Within the listing, each line that has the string "padding" should be copied.

-------

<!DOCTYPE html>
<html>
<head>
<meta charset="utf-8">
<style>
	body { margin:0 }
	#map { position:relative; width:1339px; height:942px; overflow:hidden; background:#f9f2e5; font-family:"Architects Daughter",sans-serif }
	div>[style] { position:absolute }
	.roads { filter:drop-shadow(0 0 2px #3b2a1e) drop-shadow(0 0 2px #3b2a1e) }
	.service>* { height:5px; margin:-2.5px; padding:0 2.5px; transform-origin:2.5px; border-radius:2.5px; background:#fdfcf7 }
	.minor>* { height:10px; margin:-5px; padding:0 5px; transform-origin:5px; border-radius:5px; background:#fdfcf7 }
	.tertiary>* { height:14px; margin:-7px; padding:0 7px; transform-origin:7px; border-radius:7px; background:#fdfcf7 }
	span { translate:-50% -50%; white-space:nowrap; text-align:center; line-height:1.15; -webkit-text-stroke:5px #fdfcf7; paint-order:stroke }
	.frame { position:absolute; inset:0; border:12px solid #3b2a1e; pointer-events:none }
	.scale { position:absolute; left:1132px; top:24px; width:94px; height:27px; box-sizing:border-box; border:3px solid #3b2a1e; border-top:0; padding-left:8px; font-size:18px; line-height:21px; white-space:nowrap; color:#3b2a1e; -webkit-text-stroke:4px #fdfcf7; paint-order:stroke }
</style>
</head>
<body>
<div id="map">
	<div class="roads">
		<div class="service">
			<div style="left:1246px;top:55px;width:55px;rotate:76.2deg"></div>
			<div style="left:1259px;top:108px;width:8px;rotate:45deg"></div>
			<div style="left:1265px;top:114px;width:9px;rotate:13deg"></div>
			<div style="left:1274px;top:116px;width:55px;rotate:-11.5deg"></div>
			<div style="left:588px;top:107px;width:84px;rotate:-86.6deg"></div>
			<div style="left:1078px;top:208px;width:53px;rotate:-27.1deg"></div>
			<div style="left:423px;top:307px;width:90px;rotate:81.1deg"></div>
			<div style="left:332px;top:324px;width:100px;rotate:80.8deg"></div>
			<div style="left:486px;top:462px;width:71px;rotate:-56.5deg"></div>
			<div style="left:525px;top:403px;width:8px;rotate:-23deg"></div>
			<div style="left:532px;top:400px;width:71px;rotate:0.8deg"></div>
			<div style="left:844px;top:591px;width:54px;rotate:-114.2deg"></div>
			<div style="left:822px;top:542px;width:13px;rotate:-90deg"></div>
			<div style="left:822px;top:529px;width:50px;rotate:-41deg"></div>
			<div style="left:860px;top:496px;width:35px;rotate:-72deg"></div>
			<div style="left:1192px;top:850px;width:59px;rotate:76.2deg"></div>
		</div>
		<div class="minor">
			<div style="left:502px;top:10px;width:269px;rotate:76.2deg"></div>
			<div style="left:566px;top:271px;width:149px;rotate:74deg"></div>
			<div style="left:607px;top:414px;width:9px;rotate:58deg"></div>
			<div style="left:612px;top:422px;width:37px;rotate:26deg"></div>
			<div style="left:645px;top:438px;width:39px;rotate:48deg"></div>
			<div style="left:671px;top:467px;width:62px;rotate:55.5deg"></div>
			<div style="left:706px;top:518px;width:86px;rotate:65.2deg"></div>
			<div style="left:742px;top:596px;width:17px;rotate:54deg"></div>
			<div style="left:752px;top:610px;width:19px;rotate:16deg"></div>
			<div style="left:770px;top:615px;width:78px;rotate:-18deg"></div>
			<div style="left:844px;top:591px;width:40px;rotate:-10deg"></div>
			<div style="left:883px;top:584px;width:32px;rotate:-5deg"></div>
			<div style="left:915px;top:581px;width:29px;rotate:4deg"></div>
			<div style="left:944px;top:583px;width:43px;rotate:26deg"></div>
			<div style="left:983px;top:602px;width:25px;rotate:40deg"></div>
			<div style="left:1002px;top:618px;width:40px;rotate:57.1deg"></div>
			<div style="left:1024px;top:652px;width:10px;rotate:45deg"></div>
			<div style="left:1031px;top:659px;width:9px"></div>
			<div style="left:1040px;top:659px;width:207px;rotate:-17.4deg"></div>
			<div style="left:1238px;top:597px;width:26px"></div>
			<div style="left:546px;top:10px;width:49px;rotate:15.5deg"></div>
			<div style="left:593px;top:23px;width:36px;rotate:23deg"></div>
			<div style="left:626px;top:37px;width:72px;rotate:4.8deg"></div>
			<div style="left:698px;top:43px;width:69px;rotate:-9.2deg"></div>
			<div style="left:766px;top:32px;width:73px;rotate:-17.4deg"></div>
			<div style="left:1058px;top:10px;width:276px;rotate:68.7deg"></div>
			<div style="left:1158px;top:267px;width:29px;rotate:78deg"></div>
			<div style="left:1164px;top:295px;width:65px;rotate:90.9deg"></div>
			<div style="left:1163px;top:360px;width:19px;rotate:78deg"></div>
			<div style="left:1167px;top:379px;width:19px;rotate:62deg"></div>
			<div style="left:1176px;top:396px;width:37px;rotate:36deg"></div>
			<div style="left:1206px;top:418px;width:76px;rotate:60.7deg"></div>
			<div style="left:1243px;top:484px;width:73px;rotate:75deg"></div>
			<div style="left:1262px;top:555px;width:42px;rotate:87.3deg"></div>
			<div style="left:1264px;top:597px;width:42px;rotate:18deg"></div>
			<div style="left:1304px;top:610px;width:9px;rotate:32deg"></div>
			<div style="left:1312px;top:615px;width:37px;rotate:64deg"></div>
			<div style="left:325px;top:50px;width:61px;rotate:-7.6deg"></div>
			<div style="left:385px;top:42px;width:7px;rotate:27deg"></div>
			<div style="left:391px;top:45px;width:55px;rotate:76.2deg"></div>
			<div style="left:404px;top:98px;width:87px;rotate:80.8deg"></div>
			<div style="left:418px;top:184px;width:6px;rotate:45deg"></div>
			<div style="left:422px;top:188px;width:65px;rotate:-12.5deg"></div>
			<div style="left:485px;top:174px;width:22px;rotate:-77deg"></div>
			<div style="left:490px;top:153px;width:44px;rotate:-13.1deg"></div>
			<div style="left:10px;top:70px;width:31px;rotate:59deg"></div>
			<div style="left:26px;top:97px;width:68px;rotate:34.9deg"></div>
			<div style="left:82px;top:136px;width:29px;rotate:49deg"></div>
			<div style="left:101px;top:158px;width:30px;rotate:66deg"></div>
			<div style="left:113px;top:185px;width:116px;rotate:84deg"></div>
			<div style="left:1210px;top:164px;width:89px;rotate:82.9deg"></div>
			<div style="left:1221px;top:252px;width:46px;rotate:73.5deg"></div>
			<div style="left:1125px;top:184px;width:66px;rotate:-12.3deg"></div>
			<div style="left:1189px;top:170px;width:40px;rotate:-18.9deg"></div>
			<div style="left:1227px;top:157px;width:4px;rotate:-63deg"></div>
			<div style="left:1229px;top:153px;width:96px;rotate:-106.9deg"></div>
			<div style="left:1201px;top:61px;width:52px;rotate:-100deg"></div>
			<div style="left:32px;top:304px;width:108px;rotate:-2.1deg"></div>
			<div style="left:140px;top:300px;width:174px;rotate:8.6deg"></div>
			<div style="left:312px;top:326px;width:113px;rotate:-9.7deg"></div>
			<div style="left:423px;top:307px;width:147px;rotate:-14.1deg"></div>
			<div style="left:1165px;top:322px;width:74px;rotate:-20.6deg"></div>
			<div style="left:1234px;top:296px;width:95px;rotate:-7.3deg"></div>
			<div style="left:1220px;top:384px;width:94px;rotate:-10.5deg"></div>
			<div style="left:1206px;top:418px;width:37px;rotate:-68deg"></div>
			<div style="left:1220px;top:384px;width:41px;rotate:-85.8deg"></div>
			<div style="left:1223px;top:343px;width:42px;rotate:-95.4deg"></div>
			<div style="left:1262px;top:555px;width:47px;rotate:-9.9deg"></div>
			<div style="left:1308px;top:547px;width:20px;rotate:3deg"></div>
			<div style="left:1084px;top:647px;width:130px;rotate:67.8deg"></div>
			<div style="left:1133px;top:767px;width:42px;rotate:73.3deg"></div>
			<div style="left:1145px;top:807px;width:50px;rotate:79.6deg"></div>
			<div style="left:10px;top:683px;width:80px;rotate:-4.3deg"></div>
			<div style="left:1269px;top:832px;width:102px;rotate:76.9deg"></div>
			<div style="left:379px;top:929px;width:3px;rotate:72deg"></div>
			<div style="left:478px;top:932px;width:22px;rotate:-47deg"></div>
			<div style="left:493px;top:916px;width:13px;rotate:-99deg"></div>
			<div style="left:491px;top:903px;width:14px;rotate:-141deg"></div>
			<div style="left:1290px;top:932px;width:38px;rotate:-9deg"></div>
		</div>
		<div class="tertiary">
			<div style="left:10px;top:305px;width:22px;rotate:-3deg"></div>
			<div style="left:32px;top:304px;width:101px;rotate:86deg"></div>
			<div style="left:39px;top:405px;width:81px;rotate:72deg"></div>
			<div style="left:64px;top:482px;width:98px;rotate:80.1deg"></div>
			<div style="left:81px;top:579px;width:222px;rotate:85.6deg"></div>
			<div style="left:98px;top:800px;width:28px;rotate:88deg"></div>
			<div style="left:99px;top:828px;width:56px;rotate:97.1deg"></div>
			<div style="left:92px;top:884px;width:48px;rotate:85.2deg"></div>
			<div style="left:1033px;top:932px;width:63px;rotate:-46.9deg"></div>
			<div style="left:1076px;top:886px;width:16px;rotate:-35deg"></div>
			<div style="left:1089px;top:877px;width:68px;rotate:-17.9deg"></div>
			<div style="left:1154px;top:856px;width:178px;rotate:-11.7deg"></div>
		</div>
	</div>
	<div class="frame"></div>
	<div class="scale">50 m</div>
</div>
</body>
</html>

-------

### [SOLUTION FOR THIS EXERCISE]
	.service>* { height:5px; margin:-2.5px; padding:0 2.5px; transform-origin:2.5px; border-radius:2.5px; background:#fdfcf7 }
	.minor>* { height:10px; margin:-5px; padding:0 5px; transform-origin:5px; border-radius:5px; background:#fdfcf7 }
	.tertiary>* { height:14px; margin:-7px; padding:0 7px; transform-origin:7px; border-radius:7px; background:#fdfcf7 }
	.scale { position:absolute; left:1132px; top:24px; width:94px; height:27px; box-sizing:border-box; border:3px solid #3b2a1e; border-top:0; padding-left:8px; font-size:18px; line-height:21px; white-space:nowrap; color:#3b2a1e; -webkit-text-stroke:4px #fdfcf7; paint-order:stroke }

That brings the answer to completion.